[DATA TO PROCESS Boundary: Start]

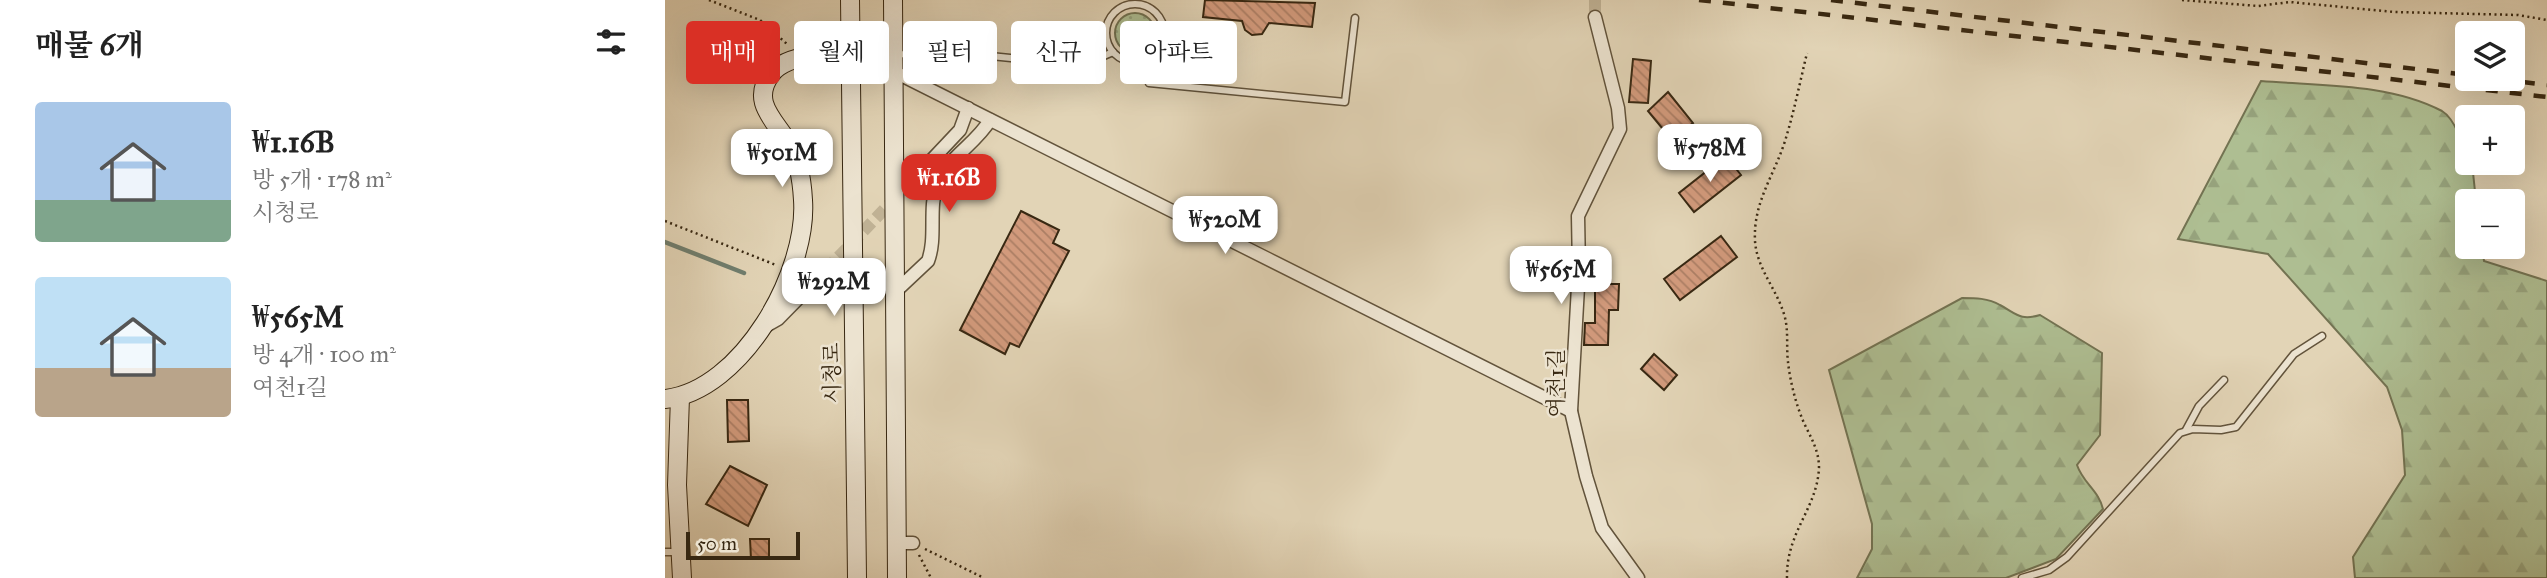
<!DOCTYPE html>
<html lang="ko">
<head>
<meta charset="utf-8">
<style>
	:root { --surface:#fff; --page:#f6f6f6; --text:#222; --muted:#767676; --accent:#d93025 }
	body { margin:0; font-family:"IM FELL Great Primer","Noto Serif KR",serif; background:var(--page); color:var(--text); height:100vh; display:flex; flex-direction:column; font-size:26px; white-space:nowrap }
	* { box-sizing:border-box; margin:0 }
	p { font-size:23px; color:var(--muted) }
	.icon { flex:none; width:38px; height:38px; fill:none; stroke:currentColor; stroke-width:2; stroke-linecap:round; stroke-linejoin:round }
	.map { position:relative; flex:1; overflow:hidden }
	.details { display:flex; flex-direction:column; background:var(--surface); width:665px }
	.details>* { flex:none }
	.top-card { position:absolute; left:21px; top:21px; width:665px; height:63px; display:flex; gap:14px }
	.buttons { position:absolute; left:1790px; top:21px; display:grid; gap:14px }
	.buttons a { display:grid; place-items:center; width:70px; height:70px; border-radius:7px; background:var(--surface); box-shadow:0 7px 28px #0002; font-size:35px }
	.scale { position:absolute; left:21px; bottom:18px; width:114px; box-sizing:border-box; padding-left:7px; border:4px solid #382812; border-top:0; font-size:19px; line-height:24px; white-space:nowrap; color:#382812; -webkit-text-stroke:5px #ece3d0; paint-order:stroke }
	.price { position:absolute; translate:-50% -60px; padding:0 16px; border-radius:14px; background:#fff; color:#222; font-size:23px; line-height:46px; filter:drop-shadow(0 2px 4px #0008) }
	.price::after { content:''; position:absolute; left:50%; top:42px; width:21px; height:16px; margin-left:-10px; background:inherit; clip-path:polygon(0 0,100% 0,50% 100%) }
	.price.active { background:var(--accent); color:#fff }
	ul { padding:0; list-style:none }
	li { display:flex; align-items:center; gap:21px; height:175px; padding:0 35px }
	li span { display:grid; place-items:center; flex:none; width:196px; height:140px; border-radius:7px; color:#555 }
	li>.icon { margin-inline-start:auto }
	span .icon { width:84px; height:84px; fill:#fffc; stroke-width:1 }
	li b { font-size:30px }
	h2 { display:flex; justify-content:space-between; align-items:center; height:84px; padding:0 35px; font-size:30px }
	.tag { padding:0 24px; border-radius:7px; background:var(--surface); box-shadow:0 7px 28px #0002; font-size:24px; line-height:63px }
	.tag.active { background:var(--accent); color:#fff }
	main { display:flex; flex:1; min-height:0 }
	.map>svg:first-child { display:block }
</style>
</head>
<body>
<main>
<section class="details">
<h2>매물 6개<svg class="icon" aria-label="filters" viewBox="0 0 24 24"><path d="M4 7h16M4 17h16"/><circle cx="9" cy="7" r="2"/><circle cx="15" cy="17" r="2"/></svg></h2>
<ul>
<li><span style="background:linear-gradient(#a9c7e8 70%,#7fa58c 0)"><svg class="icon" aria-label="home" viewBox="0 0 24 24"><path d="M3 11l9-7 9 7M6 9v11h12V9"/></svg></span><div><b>₩1.16B</b><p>방 5개 · 178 m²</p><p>시청로</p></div></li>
<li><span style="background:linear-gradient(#bfe0f5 65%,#b9a48a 0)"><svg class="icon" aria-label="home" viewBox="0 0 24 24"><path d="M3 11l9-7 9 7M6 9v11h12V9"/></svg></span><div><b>₩565M</b><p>방 4개 · 100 m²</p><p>여천1길</p></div></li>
</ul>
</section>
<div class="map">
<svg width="1882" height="578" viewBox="0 0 1882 578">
	<defs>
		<pattern id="forest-firs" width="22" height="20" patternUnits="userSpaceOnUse" patternTransform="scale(1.75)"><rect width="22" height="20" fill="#aebe92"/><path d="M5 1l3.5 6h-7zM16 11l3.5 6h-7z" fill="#96a37d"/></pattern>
		<pattern id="garden-dots" width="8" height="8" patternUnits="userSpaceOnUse" patternTransform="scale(1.75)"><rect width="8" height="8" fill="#aebe92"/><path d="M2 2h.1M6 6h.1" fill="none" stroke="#96a37d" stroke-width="1.8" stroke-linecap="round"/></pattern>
		<pattern id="building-back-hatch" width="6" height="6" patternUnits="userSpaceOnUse" patternTransform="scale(1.75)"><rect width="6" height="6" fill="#d29a7c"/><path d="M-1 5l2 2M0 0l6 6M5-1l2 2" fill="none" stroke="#ab7e64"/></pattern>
	</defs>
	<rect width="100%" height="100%" fill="#e2d4b6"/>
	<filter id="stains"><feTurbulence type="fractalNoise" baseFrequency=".00286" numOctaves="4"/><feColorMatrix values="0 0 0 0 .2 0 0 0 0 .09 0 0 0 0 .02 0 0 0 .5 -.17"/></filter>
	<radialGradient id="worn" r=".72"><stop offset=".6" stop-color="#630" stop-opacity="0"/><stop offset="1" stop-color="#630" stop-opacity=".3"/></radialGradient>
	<g fill="url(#forest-firs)" stroke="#737352" stroke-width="2">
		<path d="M1596 81C1655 86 1724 83 1777 111 1789 118 1802 149 1802 163H1807L1811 201H1802V247H1817L1819 261 1882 281V578H1690L1688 557 1740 475 1737 430 1722 387 1603 254 1513 239Z"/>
		<path d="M1297 298C1310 298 1323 298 1335 305 1352 314 1355 321 1375 315L1437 353 1435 435 1412 465C1418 483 1434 491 1438 509L1391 559 1341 578H1192L1207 549V524L1164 370Z"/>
	</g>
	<circle fill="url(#garden-dots)" stroke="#737352" stroke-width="2" cx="470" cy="33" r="20"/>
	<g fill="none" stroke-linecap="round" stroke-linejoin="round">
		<path stroke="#707e6e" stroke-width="4.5" d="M0 242 79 273"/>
	</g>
	<g fill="url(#building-back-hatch)" stroke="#382812" stroke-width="2">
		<path d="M540 0 650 3 647 27 604 23 597 34 587 35 580 30 577 21 538 17Z"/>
		<path d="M968 59 986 61 983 103 964 102Z"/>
		<path d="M1003 92 1028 123 1007 140 983 111Z"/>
		<path d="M1061 156 1076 175 1029 212 1014 193Z"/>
		<path d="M356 211 394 230 388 243 404 251 354 347 345 343 340 354 295 330Z"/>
		<path d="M1056 236 1072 257 1015 300 999 279Z"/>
		<path d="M930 284H954L953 310H944L943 345H919L920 323H930Z"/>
		<path d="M989 354 1012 375 999 390 976 369Z"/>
		<path d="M62 400H83L84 441 63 442Z"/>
		<path d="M65 466 102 485 83 526 41 504Z"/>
		<path d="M85 539H104V559H86Z"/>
	</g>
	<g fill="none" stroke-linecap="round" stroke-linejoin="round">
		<g stroke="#c0b295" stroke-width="12" stroke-dasharray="12 6" stroke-linecap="butt">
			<path d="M930 0V17"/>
			<path d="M161 270 262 165"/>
		</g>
		<defs>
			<g id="lane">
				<circle cx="470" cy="33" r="29"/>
				<path d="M229 55 276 51 406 64 427 61 448 52"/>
				<path d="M487 56 484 83 680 102 690 18"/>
				<path d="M1521 430 1534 406 1559 380"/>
				<path d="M0 552H12"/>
				<path d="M1357 578 1384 570 1402 557 1515 433 1528 429 1556 430 1571 427 1629 354 1657 336"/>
			</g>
			<g id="street">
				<path d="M930 17 953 108 955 129 913 216 914 269 906 411 921 476 937 528 973 578"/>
				<path d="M228 71 906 411"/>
				<path d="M262 165 295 130 303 108"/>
				<path d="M230 292 263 261C272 237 263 209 272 184 283 157 311 144 325 120"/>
				<path d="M99 327 113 319 161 270"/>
				<path d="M232 543H248"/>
			</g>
			<g id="secondary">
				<path d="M185 0 192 578"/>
				<path d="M228 0 232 578"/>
				<path d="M15 397 12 485 17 578"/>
				<path d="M0 399C77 391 143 272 138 200 137 181 134 160 124 144 110 120 85 102 106 74 127 46 194 56 227 55"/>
			</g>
		</defs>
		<use href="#lane" stroke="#62533b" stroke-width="9"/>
		<use href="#street" stroke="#62533b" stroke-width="15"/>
		<use href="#secondary" stroke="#382812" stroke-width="20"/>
		<g stroke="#382812" stroke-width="2.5" stroke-dasharray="2 3.5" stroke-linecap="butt">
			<path d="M44 0 95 20 122 44"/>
			<path d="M1517 0 1593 6 1625 2 1729 12 1853 15 1882 20"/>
			<path d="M0 221 111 265"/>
			<path d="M260 549 319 578"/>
			<path d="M254 555 266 578"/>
			<path d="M1122 578C1121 532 1152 509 1154 468 1154 450 1146 438 1139 423 1131 405 1125 381 1123 362 1121 346 1124 330 1119 314 1111 288 1092 269 1090 241 1088 202 1109 176 1120 141 1129 112 1135 82 1142 53"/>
		</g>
		<use href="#lane" stroke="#ece3d0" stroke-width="6"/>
		<use href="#street" stroke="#ece3d0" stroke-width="12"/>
		<use href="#secondary" stroke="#ece3d0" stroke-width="18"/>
		<g stroke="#382812" stroke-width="4.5" stroke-dasharray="12 12" stroke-linecap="butt">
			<path d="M1034 0 1882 97"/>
			<path d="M1166 0 1802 75"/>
			<path d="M1834 79 1882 85"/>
		</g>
	</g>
	<g text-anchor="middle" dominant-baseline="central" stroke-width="5" stroke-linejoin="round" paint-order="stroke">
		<g font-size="21" fill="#382812" stroke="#ece3d0">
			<text transform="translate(167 373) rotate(-91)">시청로</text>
			<text transform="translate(891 383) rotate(-90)">여천1길</text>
		</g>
	</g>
	<rect width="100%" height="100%" filter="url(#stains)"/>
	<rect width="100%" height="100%" fill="url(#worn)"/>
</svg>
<div class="buttons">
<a><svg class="icon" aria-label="layers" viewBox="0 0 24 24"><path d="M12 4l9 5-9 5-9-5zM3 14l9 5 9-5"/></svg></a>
<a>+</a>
<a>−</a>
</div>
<div class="scale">50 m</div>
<b class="price" style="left:1045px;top:184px">₩578M</b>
<b class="price" style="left:117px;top:189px">₩501M</b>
<b class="price active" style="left:284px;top:214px">₩1.16B</b>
<b class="price" style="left:560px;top:256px">₩520M</b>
<b class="price" style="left:896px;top:306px">₩565M</b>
<b class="price" style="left:169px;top:318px">₩292M</b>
<div class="top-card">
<a class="tag active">매매</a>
<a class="tag">월세</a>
<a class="tag">필터</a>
<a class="tag">신규</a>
<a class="tag">아파트</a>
</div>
</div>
</main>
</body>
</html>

[DATA TO PROCESS Boundary: End]

Which lines above include the word "details"? Pick them out and copy them.

	.details { display:flex; flex-direction:column; background:var(--surface); width:665px }
	.details>* { flex:none }
<section class="details">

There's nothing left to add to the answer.